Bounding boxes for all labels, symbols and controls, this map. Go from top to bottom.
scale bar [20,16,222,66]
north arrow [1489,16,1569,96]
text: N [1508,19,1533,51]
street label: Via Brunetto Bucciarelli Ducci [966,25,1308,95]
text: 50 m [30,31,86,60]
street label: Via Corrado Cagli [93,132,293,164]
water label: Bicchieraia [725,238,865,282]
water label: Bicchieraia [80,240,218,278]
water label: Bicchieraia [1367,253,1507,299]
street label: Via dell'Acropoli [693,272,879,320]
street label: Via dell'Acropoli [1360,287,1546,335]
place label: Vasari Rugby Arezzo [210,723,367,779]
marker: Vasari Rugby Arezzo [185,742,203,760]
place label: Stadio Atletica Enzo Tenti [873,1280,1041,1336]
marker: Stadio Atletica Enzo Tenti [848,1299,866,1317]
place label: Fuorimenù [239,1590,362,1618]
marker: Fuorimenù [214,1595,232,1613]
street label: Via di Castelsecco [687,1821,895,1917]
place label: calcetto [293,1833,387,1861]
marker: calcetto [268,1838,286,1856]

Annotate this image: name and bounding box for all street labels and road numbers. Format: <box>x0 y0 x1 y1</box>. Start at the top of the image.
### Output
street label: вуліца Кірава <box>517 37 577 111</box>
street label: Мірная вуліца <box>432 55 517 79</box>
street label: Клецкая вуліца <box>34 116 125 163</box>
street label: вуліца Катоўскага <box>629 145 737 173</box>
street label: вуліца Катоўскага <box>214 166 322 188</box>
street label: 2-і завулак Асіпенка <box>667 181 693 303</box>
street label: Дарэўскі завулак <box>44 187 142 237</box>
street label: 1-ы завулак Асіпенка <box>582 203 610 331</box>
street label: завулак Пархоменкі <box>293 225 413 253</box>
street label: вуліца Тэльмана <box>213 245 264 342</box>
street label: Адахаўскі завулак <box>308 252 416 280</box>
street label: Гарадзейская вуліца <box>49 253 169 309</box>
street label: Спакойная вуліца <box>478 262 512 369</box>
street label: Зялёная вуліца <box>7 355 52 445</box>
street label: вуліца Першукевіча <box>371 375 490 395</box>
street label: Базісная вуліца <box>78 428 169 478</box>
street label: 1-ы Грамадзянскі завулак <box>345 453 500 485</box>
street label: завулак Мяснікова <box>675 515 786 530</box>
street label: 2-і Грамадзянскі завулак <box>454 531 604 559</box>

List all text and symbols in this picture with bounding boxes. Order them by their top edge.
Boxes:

### Work instruction
Restate the listing above word for word.

### Finished task
Bounding boxes for all labels, symbols and controls, this map. Go from top to bottom.
scale bar [20,16,222,66]
north arrow [1489,16,1569,96]
text: N [1508,19,1533,51]
street label: Via Brunetto Bucciarelli Ducci [966,25,1308,95]
text: 50 m [30,31,86,60]
street label: Via Corrado Cagli [93,132,293,164]
water label: Bicchieraia [725,238,865,282]
water label: Bicchieraia [80,240,218,278]
water label: Bicchieraia [1367,253,1507,299]
street label: Via dell'Acropoli [693,272,879,320]
street label: Via dell'Acropoli [1360,287,1546,335]
place label: Vasari Rugby Arezzo [210,723,367,779]
marker: Vasari Rugby Arezzo [185,742,203,760]
place label: Stadio Atletica Enzo Tenti [873,1280,1041,1336]
marker: Stadio Atletica Enzo Tenti [848,1299,866,1317]
place label: Fuorimenù [239,1590,362,1618]
marker: Fuorimenù [214,1595,232,1613]
street label: Via di Castelsecco [687,1821,895,1917]
place label: calcetto [293,1833,387,1861]
marker: calcetto [268,1838,286,1856]

Annotate this image: name and bounding box for all street labels and road numbers. Format: <box>x0 y0 x1 y1</box>. Start at the top of the image.
### Output
street label: вуліца Кірава <box>517 37 577 111</box>
street label: Мірная вуліца <box>432 55 517 79</box>
street label: Клецкая вуліца <box>34 116 125 163</box>
street label: вуліца Катоўскага <box>629 145 737 173</box>
street label: вуліца Катоўскага <box>214 166 322 188</box>
street label: 2-і завулак Асіпенка <box>667 181 693 303</box>
street label: Дарэўскі завулак <box>44 187 142 237</box>
street label: 1-ы завулак Асіпенка <box>582 203 610 331</box>
street label: завулак Пархоменкі <box>293 225 413 253</box>
street label: вуліца Тэльмана <box>213 245 264 342</box>
street label: Адахаўскі завулак <box>308 252 416 280</box>
street label: Гарадзейская вуліца <box>49 253 169 309</box>
street label: Спакойная вуліца <box>478 262 512 369</box>
street label: Зялёная вуліца <box>7 355 52 445</box>
street label: вуліца Першукевіча <box>371 375 490 395</box>
street label: Базісная вуліца <box>78 428 169 478</box>
street label: 1-ы Грамадзянскі завулак <box>345 453 500 485</box>
street label: завулак Мяснікова <box>675 515 786 530</box>
street label: 2-і Грамадзянскі завулак <box>454 531 604 559</box>

List all text and symbols in this picture with bounding boxes. Order them by their top edge.
Boxes:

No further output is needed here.